In addition to her product design work, Catt makes video games by herself and with friends. She is one-third of Brooklyn Gamery, a Brooklyn-based game development studio that also organizes diversity-focused game jams and events. In her spare time, she mentors women and teaches game development through The Code Liberation Foundation. She sometimes draws comics.

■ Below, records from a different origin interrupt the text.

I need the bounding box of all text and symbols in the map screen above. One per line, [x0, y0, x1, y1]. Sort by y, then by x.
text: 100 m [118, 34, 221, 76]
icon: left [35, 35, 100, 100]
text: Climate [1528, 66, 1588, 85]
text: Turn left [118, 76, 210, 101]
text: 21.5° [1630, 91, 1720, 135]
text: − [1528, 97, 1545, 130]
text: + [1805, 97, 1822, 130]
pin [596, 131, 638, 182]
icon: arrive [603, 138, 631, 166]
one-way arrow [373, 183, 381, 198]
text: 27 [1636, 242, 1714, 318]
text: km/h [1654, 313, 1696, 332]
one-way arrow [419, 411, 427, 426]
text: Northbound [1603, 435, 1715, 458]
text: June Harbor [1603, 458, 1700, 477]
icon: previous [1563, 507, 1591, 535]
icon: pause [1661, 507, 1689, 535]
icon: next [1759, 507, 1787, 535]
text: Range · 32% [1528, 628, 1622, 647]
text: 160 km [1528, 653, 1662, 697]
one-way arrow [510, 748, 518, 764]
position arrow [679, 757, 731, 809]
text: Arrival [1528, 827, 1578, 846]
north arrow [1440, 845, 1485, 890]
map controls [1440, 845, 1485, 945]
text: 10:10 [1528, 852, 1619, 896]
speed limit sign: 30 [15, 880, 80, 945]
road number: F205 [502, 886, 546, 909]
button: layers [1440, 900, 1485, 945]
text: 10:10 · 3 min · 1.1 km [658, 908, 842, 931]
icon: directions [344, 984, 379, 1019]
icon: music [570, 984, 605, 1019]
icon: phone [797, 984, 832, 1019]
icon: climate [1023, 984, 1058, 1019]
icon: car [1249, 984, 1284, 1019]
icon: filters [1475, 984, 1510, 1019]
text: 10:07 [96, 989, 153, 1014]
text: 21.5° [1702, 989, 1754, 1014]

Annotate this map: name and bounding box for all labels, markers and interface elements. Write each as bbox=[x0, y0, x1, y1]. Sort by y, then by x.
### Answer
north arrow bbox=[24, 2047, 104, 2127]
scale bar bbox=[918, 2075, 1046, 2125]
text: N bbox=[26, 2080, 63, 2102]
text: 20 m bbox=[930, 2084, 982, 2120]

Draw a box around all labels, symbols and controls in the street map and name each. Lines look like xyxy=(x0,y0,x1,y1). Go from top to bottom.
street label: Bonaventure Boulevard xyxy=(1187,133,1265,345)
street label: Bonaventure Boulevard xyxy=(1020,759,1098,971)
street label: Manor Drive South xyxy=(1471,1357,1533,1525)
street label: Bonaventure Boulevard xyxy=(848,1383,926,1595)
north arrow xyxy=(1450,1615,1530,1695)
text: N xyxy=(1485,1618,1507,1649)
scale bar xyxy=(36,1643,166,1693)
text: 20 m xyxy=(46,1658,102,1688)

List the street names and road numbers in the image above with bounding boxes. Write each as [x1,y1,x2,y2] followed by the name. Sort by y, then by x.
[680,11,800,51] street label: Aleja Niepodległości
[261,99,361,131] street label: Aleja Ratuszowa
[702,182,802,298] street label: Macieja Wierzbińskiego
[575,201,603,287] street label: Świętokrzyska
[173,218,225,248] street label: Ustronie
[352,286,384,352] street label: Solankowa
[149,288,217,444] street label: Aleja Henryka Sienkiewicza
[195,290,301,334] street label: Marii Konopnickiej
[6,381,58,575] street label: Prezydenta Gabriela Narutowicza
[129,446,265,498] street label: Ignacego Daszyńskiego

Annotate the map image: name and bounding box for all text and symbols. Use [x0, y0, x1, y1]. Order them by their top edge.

Catt’s work has been covered by many publications including BuzzFeed, Black Enterprise, and The Mary Sue. She has spoken at schools and events across the country, including a TEDx event. You can follow her @cattsmall on Twitter and view her work at www.cattsmall.com.

Jane Friedhoff

Jane was an intital co-founder of Code Liberation and her 2.5 year long contribution defined our educational approach and vision. Our favorite teaching motto, “No Coder Left Behind” was coined by her. She now can be found at Death by Audio and makes games such as Slam City Oracles.

Nina Freeman

Nina Freeman is a level designer at Fullbright in Portland, Oregon. She started with Fullbright as a level designer on Tacoma. In her personal work, she is most often making vignette games based on her own life stories. She worked as the designer and writer for IGF Nuovo winner Cibele and IGF nominee “how do you Do It?”. You can find her work at ninasays.so, and you can follow her on Twitter at @hentaiphd.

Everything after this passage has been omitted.